A participação fugaz da ITA no mercado de transporte aéreo é intrigante em todos os aspectos. Os investidores, do Grupo Itapemirim, tentavam consumar a recuperação judicial de seu principal negócio, a Viação Itapemirim, que mais tarde também faliu; o setor aéreo operava então em meio à crise provocada pela pandemia de covid; três anos antes o grupo anunciara com estardalhaço a compra da Passaredo, que foi desfeita em seguida pela companhia regional, sob a alegação de que a Itapemirim não havia cumprido os termos acordados.

A entrada de uma nova companhia de aviação em plena pandemia foi muito incentivada e comemorada pelo governo federal em 2020. Em outubro, em uma das suas tradicionais lives, o então presidente Jair Bolsonaro gravou um vídeo no qual recebia de seu ministro da Infraestrutura, Tarcísio de Freitas, atual governador de São Paulo, a miniatura de um “busão da Itapemirim”. Os dois iniciaram, então, um diálogo farto em elogios à nova companhia aérea que, àquela altura, já figurava no topo das listas de reclamações no Procon. Viraram meme na internet dois meses depois.

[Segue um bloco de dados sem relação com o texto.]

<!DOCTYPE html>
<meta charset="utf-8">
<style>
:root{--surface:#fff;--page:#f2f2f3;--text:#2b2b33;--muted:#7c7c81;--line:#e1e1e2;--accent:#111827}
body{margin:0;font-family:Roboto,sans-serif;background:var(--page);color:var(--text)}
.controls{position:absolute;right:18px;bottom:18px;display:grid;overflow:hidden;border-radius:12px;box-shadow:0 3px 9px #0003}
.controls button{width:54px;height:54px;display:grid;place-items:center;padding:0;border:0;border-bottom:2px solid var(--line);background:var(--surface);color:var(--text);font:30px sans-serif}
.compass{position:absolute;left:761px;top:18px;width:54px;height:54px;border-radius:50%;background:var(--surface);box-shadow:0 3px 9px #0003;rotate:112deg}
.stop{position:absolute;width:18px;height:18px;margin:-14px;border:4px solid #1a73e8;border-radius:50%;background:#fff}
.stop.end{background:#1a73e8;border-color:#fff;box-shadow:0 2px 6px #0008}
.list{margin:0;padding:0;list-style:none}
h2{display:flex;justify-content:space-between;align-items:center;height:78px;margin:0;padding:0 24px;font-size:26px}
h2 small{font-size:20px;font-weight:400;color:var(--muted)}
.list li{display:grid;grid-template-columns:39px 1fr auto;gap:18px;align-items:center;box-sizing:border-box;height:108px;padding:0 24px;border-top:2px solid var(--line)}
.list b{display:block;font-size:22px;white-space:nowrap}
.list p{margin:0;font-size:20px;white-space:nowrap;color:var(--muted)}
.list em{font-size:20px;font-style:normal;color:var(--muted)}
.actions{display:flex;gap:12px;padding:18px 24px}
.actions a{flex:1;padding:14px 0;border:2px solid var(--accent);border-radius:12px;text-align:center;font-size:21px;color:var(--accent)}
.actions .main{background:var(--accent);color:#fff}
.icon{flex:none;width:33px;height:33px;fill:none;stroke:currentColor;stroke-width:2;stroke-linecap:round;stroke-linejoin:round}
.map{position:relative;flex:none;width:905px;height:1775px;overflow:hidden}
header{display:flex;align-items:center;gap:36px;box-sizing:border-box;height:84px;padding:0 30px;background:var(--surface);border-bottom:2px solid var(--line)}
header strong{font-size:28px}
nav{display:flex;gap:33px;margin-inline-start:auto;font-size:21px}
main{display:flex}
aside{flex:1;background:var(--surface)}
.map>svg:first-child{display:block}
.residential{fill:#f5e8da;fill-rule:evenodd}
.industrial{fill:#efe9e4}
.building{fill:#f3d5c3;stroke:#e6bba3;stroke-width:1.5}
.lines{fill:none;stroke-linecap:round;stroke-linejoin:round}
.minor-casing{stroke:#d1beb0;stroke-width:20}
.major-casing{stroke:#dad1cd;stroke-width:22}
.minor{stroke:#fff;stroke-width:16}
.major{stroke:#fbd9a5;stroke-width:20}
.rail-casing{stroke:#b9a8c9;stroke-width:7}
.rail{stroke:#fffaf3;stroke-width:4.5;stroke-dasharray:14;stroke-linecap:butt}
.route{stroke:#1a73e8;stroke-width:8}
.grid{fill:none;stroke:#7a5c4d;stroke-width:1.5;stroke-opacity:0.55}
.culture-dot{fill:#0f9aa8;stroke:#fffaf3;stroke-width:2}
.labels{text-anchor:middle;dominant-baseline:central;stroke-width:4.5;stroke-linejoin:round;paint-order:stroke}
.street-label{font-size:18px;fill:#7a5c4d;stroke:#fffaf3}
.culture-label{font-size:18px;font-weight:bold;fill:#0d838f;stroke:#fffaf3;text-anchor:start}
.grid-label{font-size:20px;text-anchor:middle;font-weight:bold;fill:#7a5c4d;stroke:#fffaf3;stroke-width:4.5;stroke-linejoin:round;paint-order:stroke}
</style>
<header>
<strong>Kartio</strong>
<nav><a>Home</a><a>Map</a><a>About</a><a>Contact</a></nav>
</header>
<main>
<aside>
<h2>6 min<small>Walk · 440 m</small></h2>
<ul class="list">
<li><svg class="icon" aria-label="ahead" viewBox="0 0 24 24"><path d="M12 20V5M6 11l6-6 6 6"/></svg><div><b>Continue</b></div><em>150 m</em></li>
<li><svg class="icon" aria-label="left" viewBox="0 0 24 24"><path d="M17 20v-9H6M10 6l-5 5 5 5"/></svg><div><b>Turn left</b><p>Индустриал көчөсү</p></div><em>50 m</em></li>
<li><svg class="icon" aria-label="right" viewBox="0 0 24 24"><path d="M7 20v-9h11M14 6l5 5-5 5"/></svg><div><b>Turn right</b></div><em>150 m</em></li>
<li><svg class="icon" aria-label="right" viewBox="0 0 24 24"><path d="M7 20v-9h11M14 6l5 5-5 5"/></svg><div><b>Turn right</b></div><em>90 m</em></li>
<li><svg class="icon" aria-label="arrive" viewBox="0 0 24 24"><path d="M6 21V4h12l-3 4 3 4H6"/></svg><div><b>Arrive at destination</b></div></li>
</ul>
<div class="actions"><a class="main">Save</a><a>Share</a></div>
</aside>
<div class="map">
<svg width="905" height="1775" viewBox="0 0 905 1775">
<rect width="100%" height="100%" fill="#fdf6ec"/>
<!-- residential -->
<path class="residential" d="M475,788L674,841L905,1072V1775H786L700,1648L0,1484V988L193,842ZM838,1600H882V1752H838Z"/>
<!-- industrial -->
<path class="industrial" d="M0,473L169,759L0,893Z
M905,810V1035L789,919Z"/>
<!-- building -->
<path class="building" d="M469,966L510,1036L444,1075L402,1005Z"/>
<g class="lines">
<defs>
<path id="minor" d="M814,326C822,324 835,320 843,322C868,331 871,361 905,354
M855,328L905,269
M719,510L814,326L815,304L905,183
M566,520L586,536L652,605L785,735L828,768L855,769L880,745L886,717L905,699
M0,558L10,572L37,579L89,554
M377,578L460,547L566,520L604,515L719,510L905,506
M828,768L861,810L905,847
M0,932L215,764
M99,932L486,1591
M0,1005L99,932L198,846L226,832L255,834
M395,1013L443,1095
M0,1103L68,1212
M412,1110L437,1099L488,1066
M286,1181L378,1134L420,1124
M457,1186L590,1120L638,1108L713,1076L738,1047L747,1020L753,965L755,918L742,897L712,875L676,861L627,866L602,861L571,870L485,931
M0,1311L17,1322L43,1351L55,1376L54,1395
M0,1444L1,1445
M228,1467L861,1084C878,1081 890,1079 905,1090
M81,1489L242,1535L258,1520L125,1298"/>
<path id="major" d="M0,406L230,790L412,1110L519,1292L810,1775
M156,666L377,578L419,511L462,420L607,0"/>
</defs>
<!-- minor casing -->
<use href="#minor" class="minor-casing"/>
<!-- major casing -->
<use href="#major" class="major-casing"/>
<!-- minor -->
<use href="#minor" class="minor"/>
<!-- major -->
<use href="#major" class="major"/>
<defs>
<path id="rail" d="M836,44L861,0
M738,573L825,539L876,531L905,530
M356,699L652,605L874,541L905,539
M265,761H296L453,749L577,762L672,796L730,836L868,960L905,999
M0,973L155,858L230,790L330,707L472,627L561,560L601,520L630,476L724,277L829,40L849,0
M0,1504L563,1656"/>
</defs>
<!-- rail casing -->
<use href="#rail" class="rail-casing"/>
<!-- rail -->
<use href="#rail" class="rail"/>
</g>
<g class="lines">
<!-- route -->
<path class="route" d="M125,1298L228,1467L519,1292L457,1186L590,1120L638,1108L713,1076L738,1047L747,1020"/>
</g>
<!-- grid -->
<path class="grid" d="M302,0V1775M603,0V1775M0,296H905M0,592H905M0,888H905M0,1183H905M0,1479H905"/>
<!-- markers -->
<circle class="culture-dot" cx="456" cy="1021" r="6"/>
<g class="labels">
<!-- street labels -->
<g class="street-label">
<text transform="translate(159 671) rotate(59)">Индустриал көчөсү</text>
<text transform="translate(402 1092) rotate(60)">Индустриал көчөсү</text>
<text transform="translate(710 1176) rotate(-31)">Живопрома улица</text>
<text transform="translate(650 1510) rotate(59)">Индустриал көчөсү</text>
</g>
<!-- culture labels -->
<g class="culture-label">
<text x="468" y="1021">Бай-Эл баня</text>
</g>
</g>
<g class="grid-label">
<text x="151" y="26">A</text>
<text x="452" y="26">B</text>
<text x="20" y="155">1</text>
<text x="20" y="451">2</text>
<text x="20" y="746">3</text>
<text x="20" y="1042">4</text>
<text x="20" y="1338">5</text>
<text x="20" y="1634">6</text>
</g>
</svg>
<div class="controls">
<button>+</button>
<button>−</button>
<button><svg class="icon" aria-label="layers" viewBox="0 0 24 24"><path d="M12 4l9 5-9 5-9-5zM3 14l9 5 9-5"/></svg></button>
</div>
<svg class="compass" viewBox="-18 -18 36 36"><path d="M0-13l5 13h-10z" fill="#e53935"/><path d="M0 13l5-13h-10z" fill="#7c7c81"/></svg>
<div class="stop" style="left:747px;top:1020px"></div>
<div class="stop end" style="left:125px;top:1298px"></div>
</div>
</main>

Ao contrário do transporte urbano de passageiros, geralmente feito pelo sistema de concessão do poder público a empresas privadas, o transporte aéreo segue o modelo de autorização. Não há uma disputa pública, mas o postulante à operação do serviço deve cumprir uma série de exigências impostas pelo órgão regulador, no caso a Agência Nacional de Aviação Civil (Anac). Muito se questionou, na época, como a Anac havia autorizado o funcionamento de uma empresa sem qualquer experiência no ramo e controlada por um grupo já em dificuldades. A agência garantiu ter cumprido todas as exigências legais.

Não se discute que, para fomentar novos empreendimentos, o País deve incentivar a livre concorrência e facilitar trâmites burocráticos, mas é evidente que isso deve ser feito de forma criteriosa, capaz de inibir o caos provocado por aventureiros. O setor aéreo está repleto de exemplos de companhias extintas, como Transbrasil, Varig, Vasp e Avianca. Mas um caso tão peculiar como o da ITA deveria ser usado para aprimorar regras que, ao que tudo indica, deixam a desejar.